[Records drawn from a dataset]
*** Block opens ***

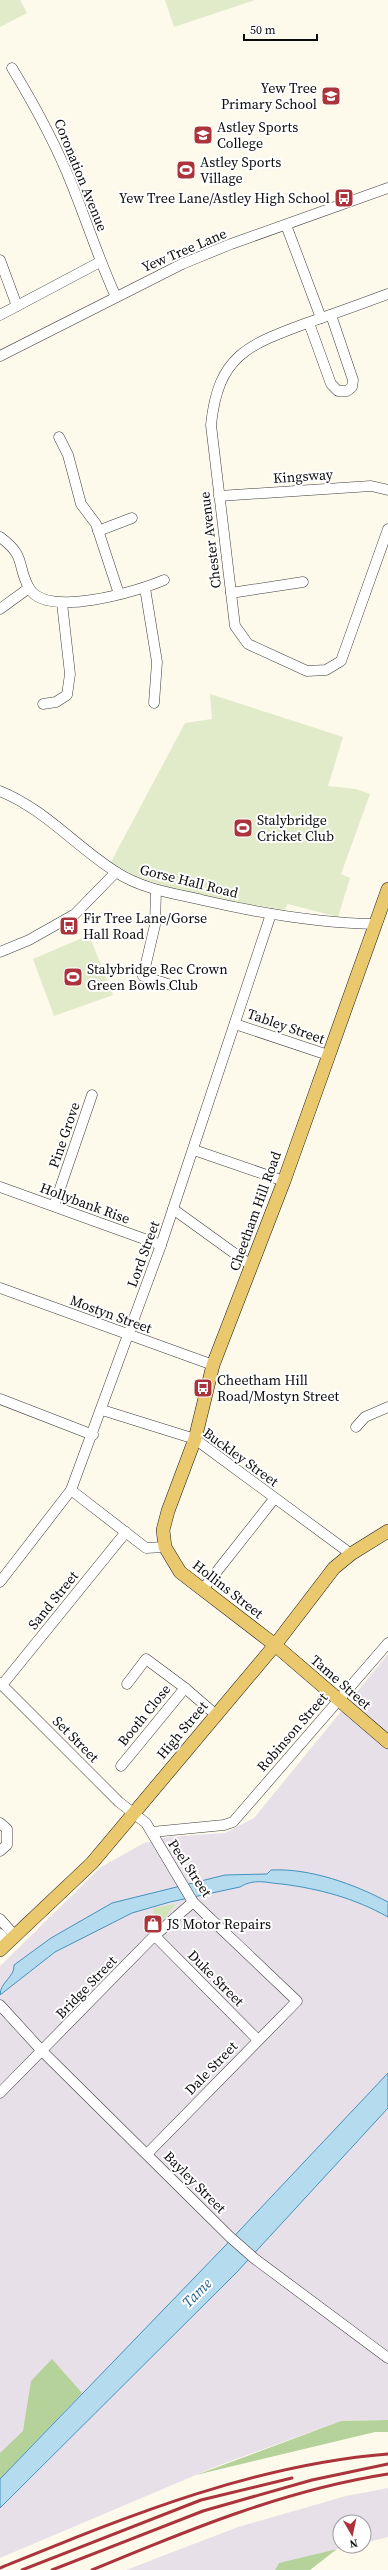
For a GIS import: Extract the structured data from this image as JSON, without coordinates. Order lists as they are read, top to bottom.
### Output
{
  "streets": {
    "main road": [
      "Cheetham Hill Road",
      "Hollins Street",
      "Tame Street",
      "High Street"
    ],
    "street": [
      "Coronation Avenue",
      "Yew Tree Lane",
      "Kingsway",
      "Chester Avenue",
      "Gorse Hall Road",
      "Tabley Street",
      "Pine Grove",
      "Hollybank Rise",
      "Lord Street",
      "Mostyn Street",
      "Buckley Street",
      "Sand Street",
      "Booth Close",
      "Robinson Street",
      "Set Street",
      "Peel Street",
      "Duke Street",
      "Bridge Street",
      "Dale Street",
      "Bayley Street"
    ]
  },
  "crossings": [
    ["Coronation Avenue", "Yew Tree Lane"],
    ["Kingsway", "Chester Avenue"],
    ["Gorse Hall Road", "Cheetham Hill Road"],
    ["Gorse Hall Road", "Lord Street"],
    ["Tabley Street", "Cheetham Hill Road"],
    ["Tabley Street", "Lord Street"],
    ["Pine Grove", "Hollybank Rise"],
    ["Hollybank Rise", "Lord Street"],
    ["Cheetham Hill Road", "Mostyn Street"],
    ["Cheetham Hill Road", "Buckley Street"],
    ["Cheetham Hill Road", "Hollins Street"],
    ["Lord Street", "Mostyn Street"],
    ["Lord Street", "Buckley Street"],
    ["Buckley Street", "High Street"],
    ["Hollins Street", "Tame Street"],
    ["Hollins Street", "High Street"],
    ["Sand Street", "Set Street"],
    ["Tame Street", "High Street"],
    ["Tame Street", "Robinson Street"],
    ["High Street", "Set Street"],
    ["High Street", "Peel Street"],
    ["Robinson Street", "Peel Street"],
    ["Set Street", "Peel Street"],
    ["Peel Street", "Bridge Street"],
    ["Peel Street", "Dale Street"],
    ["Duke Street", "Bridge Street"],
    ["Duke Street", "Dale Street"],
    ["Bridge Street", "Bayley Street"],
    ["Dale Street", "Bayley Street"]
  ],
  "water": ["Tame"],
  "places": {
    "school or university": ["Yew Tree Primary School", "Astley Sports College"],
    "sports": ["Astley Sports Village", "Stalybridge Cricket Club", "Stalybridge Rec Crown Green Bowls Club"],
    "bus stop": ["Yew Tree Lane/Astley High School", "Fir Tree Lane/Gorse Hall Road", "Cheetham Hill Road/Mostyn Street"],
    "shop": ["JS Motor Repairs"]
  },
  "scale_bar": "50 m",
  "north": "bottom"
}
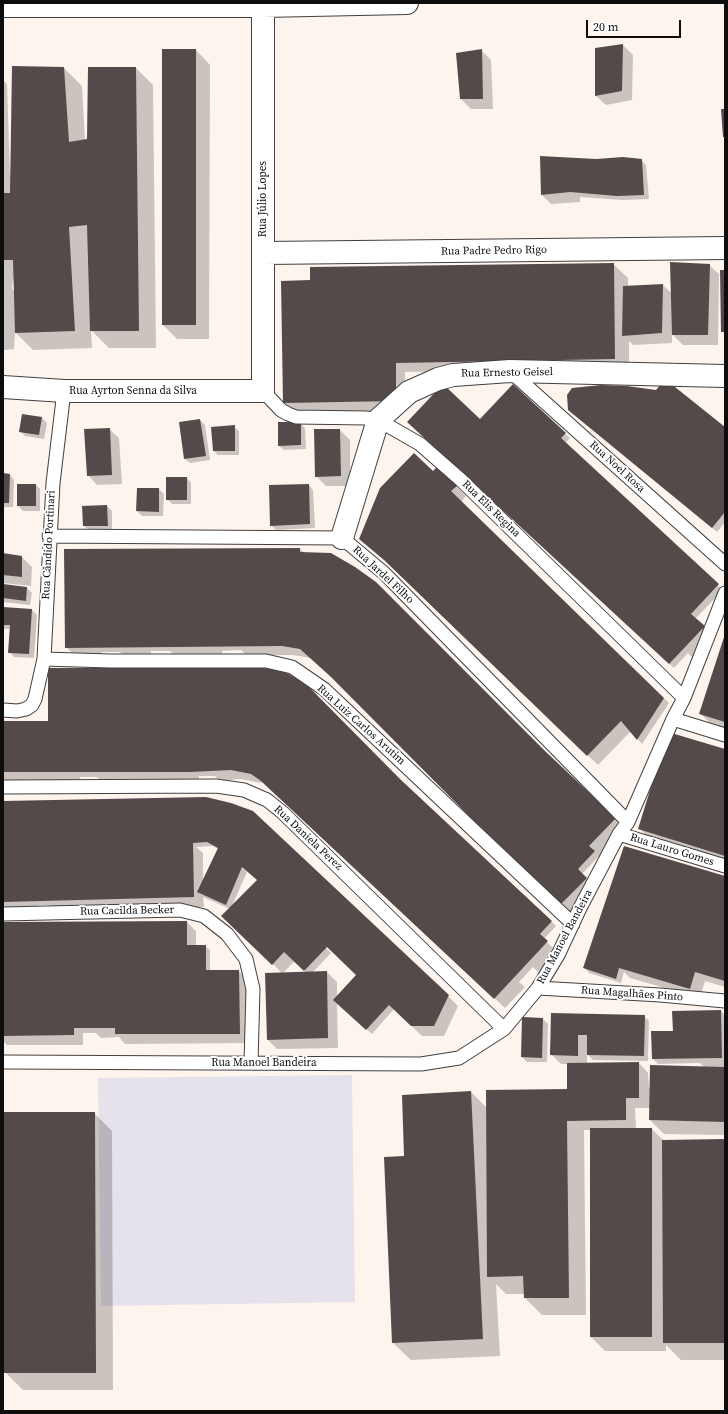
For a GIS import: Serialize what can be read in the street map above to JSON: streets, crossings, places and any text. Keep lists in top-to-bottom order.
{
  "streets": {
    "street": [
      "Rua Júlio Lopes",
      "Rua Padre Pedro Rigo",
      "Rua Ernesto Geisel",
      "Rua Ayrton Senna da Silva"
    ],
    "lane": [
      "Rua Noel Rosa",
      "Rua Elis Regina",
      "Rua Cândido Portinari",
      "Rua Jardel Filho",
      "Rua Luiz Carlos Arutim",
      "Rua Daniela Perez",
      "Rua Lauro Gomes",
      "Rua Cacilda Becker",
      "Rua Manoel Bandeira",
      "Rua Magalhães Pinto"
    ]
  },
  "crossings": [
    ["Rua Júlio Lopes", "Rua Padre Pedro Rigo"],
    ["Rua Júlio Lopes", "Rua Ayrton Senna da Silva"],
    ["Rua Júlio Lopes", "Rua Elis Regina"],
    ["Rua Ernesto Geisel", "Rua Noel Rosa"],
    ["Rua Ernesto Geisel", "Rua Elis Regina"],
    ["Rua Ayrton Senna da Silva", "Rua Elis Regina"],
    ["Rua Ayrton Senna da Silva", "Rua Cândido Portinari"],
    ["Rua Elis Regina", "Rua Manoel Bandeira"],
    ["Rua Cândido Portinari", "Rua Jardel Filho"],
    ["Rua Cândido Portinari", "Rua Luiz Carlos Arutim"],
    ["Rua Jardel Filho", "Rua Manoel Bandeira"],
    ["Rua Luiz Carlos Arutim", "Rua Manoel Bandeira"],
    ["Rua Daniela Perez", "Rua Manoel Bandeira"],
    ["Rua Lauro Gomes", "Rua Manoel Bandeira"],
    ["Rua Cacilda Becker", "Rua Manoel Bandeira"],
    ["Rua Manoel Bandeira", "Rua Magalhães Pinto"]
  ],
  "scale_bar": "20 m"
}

*** Block closes ***

#### Task requirements:
Check each line of the entries, and copy the ones that contain "Rosa".

#### Solved problem:
      "Rua Noel Rosa",
    ["Rua Ernesto Geisel", "Rua Noel Rosa"],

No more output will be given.